Il volume della mia voce era direttamente proporzionale al mio stato d'angoscia e inversamente proporzionale alla decenza, visto l'orario.
<< Calmati, è un piccolo topino indifeso >> tentò di tranquillizzarmi il ragazzo.
Un piccolo topino indifeso? Piccolo e indifeso non erano aggettivi adatti ad un topo.
Tommaso mantenne la sua solita espressione imperturbabile ed impugnò la scopa, usandola per far uscire l'animale dal balcone.
E incredibilmente riuscendoci, aggiungerei.
<< Ora sei più tranquilla? >> chiese, sedendosi accanto a me sul divano.
<< Relativamente >> non mi sbilanciai.
<< Vuoi dormire con me? >> propose. << Intendo nella mia stanza, non nel mio letto >> si affrettò a specificare.
Sembrava imbarazzato, e non era proprio da lui.
<< No, sopravvivrò >> dissi semplicemente. << Buonanotte >>.

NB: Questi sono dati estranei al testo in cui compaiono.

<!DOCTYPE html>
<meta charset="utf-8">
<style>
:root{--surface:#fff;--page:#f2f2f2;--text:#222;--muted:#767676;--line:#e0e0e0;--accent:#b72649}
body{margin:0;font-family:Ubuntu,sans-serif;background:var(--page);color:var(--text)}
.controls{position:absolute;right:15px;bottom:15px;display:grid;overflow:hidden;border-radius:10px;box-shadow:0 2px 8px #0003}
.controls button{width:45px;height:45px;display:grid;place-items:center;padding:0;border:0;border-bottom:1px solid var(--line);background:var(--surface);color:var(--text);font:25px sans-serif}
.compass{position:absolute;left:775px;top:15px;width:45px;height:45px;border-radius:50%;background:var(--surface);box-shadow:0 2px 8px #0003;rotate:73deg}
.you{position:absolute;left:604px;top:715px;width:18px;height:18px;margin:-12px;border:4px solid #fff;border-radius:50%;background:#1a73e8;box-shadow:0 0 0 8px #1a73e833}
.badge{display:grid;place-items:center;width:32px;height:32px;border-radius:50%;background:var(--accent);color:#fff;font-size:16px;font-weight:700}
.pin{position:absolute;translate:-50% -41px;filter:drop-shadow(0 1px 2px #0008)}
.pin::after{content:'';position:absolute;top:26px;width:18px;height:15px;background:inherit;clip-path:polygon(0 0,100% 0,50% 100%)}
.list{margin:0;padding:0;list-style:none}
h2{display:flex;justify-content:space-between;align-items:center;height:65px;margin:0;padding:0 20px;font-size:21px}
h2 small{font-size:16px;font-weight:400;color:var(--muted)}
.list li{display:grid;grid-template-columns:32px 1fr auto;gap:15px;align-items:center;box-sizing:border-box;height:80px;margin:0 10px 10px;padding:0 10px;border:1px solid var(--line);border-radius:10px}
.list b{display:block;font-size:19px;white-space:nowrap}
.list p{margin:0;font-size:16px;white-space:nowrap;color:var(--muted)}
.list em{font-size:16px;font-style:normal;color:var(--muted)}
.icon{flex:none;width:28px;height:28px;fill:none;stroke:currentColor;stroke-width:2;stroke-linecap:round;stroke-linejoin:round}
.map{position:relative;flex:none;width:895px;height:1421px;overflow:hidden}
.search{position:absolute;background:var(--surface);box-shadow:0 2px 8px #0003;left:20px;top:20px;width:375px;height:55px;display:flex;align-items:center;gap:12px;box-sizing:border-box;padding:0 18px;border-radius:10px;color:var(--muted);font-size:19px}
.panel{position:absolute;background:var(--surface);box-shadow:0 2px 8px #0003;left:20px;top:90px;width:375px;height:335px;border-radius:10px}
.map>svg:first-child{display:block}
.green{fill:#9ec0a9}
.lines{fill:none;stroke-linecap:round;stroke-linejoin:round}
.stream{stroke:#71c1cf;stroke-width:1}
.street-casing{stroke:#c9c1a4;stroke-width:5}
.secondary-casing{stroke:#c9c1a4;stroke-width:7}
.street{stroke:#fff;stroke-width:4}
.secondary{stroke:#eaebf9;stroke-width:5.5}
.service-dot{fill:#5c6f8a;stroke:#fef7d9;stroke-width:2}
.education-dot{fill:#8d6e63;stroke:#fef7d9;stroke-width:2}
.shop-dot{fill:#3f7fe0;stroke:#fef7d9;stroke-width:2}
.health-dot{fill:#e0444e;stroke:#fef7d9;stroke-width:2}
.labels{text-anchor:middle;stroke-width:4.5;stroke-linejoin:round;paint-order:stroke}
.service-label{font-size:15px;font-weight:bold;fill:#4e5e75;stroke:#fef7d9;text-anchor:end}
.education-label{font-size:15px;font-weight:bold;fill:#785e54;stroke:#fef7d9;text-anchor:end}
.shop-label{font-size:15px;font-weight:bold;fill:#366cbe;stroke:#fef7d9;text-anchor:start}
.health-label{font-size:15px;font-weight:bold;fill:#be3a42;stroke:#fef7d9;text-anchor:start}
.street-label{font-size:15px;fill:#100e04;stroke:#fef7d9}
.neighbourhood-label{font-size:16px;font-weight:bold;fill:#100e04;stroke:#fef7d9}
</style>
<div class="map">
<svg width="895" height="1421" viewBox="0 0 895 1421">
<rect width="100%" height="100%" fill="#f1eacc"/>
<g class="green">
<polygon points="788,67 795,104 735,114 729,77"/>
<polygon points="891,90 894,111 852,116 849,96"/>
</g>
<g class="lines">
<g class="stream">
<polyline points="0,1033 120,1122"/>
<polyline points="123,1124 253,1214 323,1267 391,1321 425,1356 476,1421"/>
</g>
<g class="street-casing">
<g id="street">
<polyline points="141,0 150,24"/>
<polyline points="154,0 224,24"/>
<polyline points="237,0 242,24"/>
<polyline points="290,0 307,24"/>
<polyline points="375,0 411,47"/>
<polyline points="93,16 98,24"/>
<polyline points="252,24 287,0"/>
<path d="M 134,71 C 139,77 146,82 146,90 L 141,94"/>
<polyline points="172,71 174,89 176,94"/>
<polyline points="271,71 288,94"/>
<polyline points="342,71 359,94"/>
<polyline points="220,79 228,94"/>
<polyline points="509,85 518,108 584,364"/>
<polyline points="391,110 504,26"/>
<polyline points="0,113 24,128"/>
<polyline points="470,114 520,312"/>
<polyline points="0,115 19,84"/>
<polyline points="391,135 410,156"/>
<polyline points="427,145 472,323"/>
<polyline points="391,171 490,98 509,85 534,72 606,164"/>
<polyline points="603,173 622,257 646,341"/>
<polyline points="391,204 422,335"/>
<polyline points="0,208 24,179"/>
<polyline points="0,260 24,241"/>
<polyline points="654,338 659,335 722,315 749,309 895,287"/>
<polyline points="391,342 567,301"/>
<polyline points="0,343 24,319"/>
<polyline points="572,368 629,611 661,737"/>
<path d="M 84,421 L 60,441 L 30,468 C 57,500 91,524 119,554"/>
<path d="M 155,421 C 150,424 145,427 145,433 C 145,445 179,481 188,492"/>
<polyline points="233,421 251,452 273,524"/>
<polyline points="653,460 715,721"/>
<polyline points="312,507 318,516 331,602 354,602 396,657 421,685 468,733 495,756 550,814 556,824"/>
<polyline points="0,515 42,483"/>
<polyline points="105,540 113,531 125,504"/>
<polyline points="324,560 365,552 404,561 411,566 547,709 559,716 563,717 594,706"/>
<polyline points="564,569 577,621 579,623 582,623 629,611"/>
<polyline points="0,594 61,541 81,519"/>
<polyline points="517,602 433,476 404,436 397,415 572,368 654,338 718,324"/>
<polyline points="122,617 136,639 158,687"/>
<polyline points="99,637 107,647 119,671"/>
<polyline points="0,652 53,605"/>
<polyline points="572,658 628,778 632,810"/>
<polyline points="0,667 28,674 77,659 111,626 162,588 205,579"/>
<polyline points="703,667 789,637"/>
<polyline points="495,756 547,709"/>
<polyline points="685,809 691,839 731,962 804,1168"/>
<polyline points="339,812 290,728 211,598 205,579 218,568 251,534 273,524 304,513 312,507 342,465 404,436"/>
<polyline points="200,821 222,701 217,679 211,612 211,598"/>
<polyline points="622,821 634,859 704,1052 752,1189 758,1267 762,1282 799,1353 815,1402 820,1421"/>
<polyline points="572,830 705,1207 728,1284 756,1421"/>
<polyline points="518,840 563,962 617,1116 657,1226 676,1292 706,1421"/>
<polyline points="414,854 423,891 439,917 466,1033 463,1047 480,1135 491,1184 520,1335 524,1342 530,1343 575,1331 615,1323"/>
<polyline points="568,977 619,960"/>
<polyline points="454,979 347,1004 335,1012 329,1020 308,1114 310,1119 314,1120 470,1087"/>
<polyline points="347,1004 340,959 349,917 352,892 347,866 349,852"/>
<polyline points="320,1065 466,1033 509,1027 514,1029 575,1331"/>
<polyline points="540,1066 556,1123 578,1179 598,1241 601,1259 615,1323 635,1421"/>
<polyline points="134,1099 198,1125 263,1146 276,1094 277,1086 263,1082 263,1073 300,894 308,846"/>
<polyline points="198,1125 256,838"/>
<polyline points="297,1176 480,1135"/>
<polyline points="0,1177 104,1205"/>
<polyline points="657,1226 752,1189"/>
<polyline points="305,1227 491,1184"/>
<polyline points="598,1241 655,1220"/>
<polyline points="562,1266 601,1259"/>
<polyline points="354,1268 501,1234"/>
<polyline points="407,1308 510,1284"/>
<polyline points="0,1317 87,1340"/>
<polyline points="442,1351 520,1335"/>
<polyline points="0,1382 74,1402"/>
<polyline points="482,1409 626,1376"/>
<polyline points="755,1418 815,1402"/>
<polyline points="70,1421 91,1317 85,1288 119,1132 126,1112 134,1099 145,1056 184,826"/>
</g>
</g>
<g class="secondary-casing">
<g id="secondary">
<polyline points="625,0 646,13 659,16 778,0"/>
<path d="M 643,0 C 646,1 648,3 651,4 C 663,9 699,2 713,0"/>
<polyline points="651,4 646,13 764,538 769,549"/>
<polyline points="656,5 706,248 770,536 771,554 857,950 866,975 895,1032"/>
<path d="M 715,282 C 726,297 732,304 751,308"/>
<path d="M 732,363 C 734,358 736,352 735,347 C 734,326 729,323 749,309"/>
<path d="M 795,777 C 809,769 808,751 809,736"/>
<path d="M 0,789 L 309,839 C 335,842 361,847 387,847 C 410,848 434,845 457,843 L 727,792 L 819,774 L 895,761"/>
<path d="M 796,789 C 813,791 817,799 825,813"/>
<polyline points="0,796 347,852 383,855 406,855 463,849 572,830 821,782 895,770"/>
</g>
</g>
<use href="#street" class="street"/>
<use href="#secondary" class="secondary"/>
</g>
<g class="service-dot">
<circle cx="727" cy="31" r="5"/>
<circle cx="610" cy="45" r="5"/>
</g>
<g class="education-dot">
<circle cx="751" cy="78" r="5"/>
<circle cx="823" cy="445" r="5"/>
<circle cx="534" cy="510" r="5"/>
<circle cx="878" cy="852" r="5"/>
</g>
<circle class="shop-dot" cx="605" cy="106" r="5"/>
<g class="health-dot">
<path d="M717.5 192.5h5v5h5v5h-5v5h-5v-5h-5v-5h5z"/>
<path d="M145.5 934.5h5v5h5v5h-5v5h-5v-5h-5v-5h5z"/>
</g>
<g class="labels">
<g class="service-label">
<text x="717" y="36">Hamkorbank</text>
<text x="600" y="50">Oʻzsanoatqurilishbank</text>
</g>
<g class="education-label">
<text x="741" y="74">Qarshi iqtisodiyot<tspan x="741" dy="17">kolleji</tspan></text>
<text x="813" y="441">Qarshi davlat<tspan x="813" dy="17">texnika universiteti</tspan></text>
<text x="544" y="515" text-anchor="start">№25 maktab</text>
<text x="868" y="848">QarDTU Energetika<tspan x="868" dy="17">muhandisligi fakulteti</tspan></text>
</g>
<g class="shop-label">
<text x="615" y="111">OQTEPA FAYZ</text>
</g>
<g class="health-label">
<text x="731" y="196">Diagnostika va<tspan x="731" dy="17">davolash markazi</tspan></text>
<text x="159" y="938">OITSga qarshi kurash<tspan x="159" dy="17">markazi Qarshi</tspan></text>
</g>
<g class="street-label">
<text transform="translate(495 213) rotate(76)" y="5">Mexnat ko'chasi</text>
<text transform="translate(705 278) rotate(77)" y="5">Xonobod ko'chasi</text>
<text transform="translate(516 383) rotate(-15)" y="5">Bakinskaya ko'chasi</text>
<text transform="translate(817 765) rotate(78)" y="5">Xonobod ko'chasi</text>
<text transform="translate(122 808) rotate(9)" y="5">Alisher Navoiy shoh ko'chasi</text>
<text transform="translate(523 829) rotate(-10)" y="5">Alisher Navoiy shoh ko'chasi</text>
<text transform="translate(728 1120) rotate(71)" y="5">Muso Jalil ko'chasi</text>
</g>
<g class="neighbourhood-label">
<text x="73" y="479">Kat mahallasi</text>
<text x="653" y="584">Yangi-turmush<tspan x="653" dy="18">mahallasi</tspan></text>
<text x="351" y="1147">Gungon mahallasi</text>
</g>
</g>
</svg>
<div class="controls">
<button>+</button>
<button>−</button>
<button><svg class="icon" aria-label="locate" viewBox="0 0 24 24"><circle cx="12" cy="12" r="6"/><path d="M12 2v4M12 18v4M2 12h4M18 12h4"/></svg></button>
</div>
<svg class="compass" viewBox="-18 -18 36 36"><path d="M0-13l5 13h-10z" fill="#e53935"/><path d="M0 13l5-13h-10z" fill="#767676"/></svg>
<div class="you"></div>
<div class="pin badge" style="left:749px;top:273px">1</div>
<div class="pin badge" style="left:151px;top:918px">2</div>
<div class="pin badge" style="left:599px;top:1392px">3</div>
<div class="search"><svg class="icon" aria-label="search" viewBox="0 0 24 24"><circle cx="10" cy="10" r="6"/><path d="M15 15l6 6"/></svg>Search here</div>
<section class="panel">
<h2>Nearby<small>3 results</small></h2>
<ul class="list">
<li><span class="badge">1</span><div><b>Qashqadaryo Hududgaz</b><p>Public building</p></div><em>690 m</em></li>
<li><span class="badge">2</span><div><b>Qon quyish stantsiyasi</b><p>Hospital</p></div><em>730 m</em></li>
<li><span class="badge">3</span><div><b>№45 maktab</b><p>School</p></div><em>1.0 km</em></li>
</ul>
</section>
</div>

Mi alzai e mi avviai verso la mia stanza, constatando che erano già le tre e mezza del mattino. Indossai il pigiama e mi misi a letto, esausta.
<< Mely >> bussò alla porta Tommaso. << Hai dimenticato il cellulare in cucina >>.
<< E' vero, entra pure >> lo invitai.
Aprì lentamente la porta e si avvicinò a me, posando il telefono sul comodino.
Inaspettatamente si sedette sul letto, proprio accanto a me.
<< Che c'è? >> chiesi, perplessa.
<< C'è una cosa che devo dirti >> annunciò.
<< E devi farlo proprio a quest'ora? >> mi interessai, sbadigliando.
Mi misi a sedere alla sua sinistra.
<< E' che io... >> iniziò, scostandomi dal viso una ciocca di capelli, con fare premuroso.
<< Tu? >> lo spronai, lievemente imbarazzata.
<< Io... >>.
<< Mely! Cosa state facendo voi due? >>.
Era Giacomo.
Ed era proprio lì, davanti a noi, più furente che mai.